As control over computer resources moved to local levels within Minnesota, MECC's focus on selling software grew. Beginning in 1980 with the Iowa Department of Education, 5,000 school districts around the world purchased site licenses for MECC software. It distributed 250,000 copies of MECC software around the world by 1982, and the "Institutional Membership" business became so successful that state subsidies ended. In 1983 MECC became a taxable, profit-making company, owned by the state of Minnesota but otherwise independent. By the 1985–1986 school year MECC offered more than 300 products and had about $7 million in annual sales.

== Activities ==
During its lifetime, the company produced a number of programs that would become well known to Generation X and Millennial students across the U.S. Besides Oregon Trail, titles included The Secret Island of Dr. Quandary, The Yukon Trail, The Amazon Trail, Odell Lake, Zoyon Patrol, Number Munchers, Word Munchers, Fraction Munchers, Super Munchers, Lemonade Stand, Spellevator, Storybook Weaver, My Own Stories, Museum Madness, Jenny's Journeys, and DinoPark Tycoon. The game Freedom!, which had the player try to escape from slavery on the Underground Railroad, was released in 1992 but pulled from the market in 1993 following complaints from parents about its classroom use.

== Acquisition by SoftKey ==
MECC was financially successful and dominated the market for Apple II software used within schools, but its management believed that the company needed more capital in order to compete for the home market and to develop software for other platforms, such as the IBM PC and the Macintosh. As the state of Minnesota did not have the capital to fund such plans, it spun off the company as a private corporation in 1991 to the venture capital fund North American Fund II for $5.25 million. An IPO followed in March 1994. In October 1995, the publicly traded company, with about $30 million in annual revenue—about one third from The Oregon Trail—was acquired by SoftKey for $370 million in stock as part of a series of consolidations in the educational software market.
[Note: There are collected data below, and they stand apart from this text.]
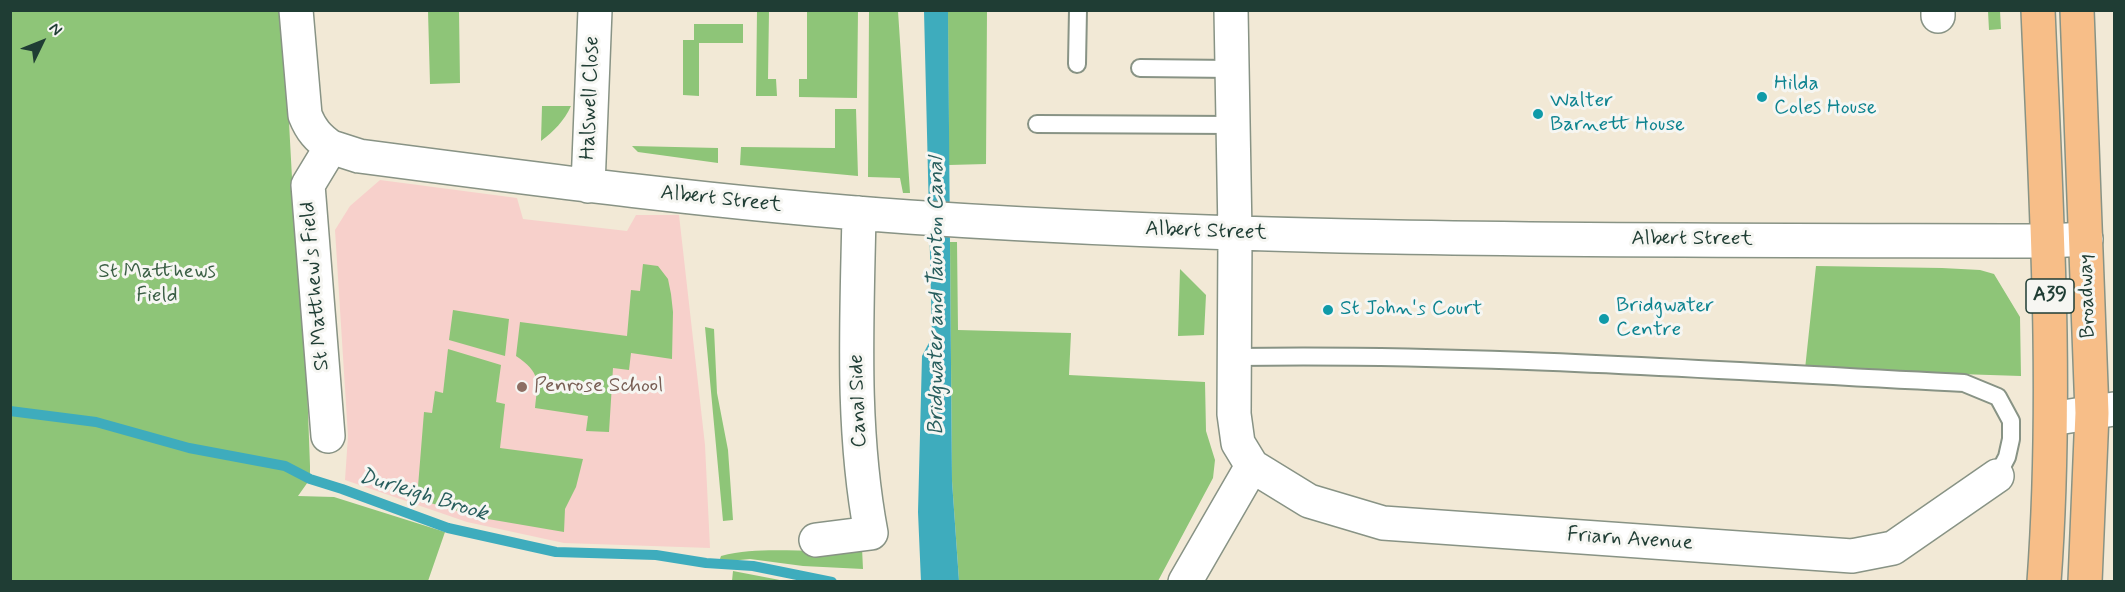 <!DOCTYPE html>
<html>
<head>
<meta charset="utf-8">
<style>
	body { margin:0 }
	#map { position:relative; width:2125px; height:592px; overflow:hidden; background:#f2e9d6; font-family:Mynerve,sans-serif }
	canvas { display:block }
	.frame { position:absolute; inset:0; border:12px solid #1f3d34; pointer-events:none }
	.north { position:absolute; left:12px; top:12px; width:60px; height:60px; -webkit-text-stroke:4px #f6f6f2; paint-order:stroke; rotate:47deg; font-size:16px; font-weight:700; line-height:24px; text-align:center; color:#1f3d34 }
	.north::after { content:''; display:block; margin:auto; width:21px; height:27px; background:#1f3d34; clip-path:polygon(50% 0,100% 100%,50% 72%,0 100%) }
</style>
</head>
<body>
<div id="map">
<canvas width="2125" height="592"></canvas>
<div class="frame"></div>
<div class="north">N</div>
</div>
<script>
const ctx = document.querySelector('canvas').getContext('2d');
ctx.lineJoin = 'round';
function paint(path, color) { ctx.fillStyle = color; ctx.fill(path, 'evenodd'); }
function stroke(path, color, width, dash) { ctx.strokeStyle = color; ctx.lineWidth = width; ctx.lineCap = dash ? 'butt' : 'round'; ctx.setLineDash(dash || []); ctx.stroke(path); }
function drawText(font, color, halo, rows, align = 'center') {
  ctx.font = font + ' Mynerve,sans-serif'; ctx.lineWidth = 6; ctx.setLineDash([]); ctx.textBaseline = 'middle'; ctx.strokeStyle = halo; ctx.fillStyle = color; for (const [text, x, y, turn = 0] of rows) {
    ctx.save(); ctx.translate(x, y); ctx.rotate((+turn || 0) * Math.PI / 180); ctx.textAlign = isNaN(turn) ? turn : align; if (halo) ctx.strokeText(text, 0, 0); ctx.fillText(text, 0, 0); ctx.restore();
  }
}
const built = new Path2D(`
	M 380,180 L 517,198 L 523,219 L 627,231 L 636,215 L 679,215 L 705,445 L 710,548 L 564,543 L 467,522 L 345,480 L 348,436 L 335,230 L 350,206 Z`);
const green = new Path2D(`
	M 10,11 L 283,11 L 292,178 L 303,279 L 310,466 L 310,479 L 298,496 L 334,497 L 445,532 L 428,581 L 11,581 Z
	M 428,11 L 459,11 L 460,83 L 430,84 Z
	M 757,11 L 769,11 L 768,79 L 776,79 L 777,96 L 756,96 Z
	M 807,11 L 858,11 L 857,98 L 799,97 L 799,79 L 807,79 Z
	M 869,11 L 898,11 L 910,193 L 903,193 L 900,178 L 868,177 Z
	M 948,11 L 987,11 L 986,164 L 949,165 Z
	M 1988,11 L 2000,11 L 2001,29 L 1989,30 Z
	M 694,24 L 743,24 L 743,43 L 699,43 L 699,96 L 683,95 L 683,40 L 694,40 Z
	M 542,106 L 571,106 C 564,121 554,131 541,141 Z
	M 835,109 L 856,109 L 858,176 L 740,165 L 741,147 L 835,148 Z
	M 632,146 L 718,148 L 718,163 L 638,152 Z
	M 950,242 L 957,242 L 958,330 L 1071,333 L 1069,375 L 1205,382 L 1206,431 L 1215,460 L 1213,478 L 1158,581 L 959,581 L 952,481 Z
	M 643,264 L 658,266 L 668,279 L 671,294 L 673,312 L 672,359 L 631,353 L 629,370 L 613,368 L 609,432 L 586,431 L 588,416 L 535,408 C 538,381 541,373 516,356 L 520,322 L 627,336 L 631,290 L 640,291 Z
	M 1816,266 L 1942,268 L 1980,270 L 1994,274 L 2020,317 L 2021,376 L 1805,369 Z
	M 1180,269 L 1206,295 L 1204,335 L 1178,336 Z
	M 453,310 L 509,319 L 505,356 L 449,340 Z
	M 705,327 L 714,329 L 717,393 L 728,450 L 733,520 L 723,521 Z
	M 448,349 L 501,365 L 496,402 L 505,404 L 500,448 L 583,459 L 576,487 L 565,509 L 564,532 L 482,518 L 417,499 L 424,412 L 432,413 L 435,391 L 443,393 Z
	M 862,548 L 863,569 L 803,566 L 750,559 L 719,562 L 721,556 C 769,544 814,556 862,548 Z
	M 733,571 L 785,581 L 732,581 Z`);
const water = new Path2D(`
	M 948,10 L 952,481 L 959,581 L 921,582 L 918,512 L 922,356 L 932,337 L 924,11 Z`);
const stream = new Path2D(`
	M 10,411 L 96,422 L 189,448 L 285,466 L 310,479 L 342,489 L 448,528 L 556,552 L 656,555 L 706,563 L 753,566 L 832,582`);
const lane = new Path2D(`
	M 1077,64 L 1078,10
	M 1140,68 L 1232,69
	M 1037,124 L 1233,125
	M 1234,357 C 1477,353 1721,371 1964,383 L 1998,397 L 2011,421 L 2011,439 L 2007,457 L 1997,476`);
const street = new Path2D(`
	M 296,10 L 305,115 C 311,130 318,138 331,147 L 308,185 L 328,436
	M 1231,10 L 1235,234 L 1234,414 L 1238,443 L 1252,466 L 1309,501 L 1383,523 L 1852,556 L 1893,548 L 1997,476
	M 1938,10 L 1938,16
	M 331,147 L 359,156 C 542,180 725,204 909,217 C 1288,243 1668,240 2048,241 L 2086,239
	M 588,186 L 595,10
	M 2051,419 L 2114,409
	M 816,540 L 871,533 C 851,426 857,321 859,213
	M 1185,582 L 1252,466`);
const primary = new Path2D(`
	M 2038,10 C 2046,201 2058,391 2044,582
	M 2077,10 L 2092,413 L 2085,582`);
const markers = [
	[1762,97,6,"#0f9aa8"],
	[1538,114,6,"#0f9aa8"],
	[1328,310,6,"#0f9aa8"],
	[1604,319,6,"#0f9aa8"],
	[522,387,6,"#8d6e63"]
];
const shields = [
	[2050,296,48]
];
const shieldNames = [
	["A39",2050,296]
];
const cultureNames = [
	["Hilda",1774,85],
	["Coles House",1774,109],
	["Walter",1550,102],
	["Barnett House",1550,126],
	["Bridgwater",1616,307],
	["Centre",1616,331],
	["St John's Court",1340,310]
];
const streetNames = [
	["Halswell Close",591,98,-88],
	["Albert Street",721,200,6],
	["Albert Street",1206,232,2],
	["Albert Street",1692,240],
	["St Matthew's Field",316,286,-95],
	["Broadway",2088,296,-92],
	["Canal Side",859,401,-92],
	["Friarn Avenue",1630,540,4]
];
const parkNames = [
	["St Matthews",157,273],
	["Field",157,297]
];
const educationNames = [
	["Penrose School",534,387]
];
const waterNames = [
	["Bridgwater and Taunton Canal",937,296,-90],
	["Durleigh Brook",423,496,17]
];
paint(built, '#f7d0cb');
paint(green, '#8ec578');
paint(water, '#3eacbd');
stroke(stream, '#3eacbd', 10);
stroke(lane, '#889385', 20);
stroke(street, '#889385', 36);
stroke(primary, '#889385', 36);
stroke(lane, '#fff', 16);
stroke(street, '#fff', 33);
stroke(primary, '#f7be88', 33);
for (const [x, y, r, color] of markers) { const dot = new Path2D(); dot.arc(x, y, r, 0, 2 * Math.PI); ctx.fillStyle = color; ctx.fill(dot); stroke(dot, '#f6f6f2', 2); }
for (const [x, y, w] of shields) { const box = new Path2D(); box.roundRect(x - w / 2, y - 17, w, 34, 4.5); ctx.fillStyle = '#f6f6f2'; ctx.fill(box); stroke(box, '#1f3d34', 1.5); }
drawText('bold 20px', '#1f3d34', null, shieldNames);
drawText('21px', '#0d838f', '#f6f6f2', cultureNames, 'left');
drawText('21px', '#1f3d34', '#f6f6f2', streetNames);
drawText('21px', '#3b5f45', '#f6f6f2', parkNames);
drawText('21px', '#785e54', '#f6f6f2', educationNames, 'left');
drawText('italic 22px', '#285e5d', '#f6f6f2', waterNames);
</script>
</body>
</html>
Although MECC continued to develop software after its acquisition, including the successful Oregon Trail II in 1995, Softkey (then named The Learning Company) was acquired by Mattel in 1999 in what Businessweek called one of "the Worst Deals of All Time", leading to the a great deal of financial repercussions that year, including the closure of the MECC offices in Brooklyn Center, Minnesota, in October 1999.